Mi sentivo così stupida. Avrei dovuto aggiungere una faccina? Avevo riscritto il messaggio una ventina di volte, ma questa sembrava la forma migliore.

Rimasi in bilico tra i miei pensieri per un'altra decina di minuti. Un'infinità di domande mi aveva attraversato la mente quella notte; e ancora non trovavo risposta. Ragionai a lungo sugli avvenimenti di quella prima settimana di scuola. Ripercorsi ogni momento passato con Nathan, catturai ogni dettaglio su di lui, ogni informazione ricevuta anche da terzi. Cosa sapevo di lui? Poco, niente. Che classe aveva frequentato l'anno prima? Lavorava? Abitava in città? Magari era delle mie parti, dato che conosceva la strada per arrivare al mio paese. A casa mia, in realtà. Io sapevo solo il suo nome, mentre lui sembrava sapere tutto di me. 

Dopo la sera precedente, però, non riuscivo più a dubitare di lui. Non avrei più permesso alle mie paure di riflettersi su Nate. Come ho potuto pensare che mi stesse rapendo?, mi chiesi, lasciandomi cadere sul letto, gli occhi fissi al soffitto pallido. Di sicuro era strano che sapesse certi dettagli, non capivo come potesse esserne venuto a conoscenza. Avrei dovuto fare una lista con le domande da porgli, tante erano le cose a cui non riuscivo a dare una spiegazione. Sempre più irrequieta e sconfortata a causa delle risposte che non potevo avere, scrissi velocemente il suo nome sulla tastiera e inviai il messaggio.

I compiti per casa occuparono il resto della mia mattinata, oltre che la mia mente. Cercavo di concentrarmi su qualsiasi cosa che non riguardasse Nathan. L'agitazione per il mancato messaggio di risposta al mio ringraziamento iniziava pian piano a stringermi la gola. Navigai su internet per tutto il pomeriggio, dedicandomi alla mia passione per l'astrologia. Lessi degli articoli sulla luna e i vari pianeti associati all'oroscopo e cercai attentamente le caratteristiche del segno zodiacale del cancro, il mio ascendente. Molti ignorano l'importanza dell'ascendente. Molti, a dire il vero, non sanno nemmeno che esista un ascendente.
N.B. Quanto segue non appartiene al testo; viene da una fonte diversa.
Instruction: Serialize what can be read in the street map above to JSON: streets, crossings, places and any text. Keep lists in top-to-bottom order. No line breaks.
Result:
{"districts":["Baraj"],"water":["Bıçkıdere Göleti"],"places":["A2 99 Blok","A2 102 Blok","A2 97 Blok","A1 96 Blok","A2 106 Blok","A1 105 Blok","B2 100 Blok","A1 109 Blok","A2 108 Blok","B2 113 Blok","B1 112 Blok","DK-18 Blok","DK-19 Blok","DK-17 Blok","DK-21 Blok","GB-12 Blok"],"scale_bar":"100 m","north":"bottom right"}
Le ore sembravano farsi sempre più lunghe; e questa sensazione di immobilità mi inseguì per l'intera settimana successiva. Nathan non rispose al mio messaggio e a scuola non mi rivolse la parola. Lo salutavo, provavo a parlargli, ma più cercavo di avvicinarmi a lui, più lui si allontanava, chiudendosi in sé stesso. Perché mi ignorava, dopo i momenti che avevamo condiviso? Avevo frainteso ancora una volta?

Non avendo alcun modo per capire come mai mi aveva chiuso fuori dalla sua vita così drasticamente, cercai consiglio in Arianna, con cui avevo iniziato a legare dopo aver condiviso quella piccola avventura alla festa di Jenni.

- Vuoi ancora fingere di non essere attratta da lui? - Ari alzò il sopracciglio destro e mi rifilò un'occhiata tagliente. Prese delle monetine dalla tasca dei jeans. - Due pizzette, grazie - disse, rivolta alla signora che serviva al bar. La nuova scuola era parecchio attrezzata e la presenza del bar era il suo punto forte.

- Non ho fame, grazie - risposi al gesto di Arianna di offrirmi una delle due pizzette.

- Guarda che lo so che non hai fatto colazione, non puoi vivere d'aria. Avanti, prendi.

La fame in quei giorni mi aveva abbandonata. Il mio stomaco era già abbastanza in subbuglio a causa di tutte quelle emozioni che lo attraversavano da parte a parte.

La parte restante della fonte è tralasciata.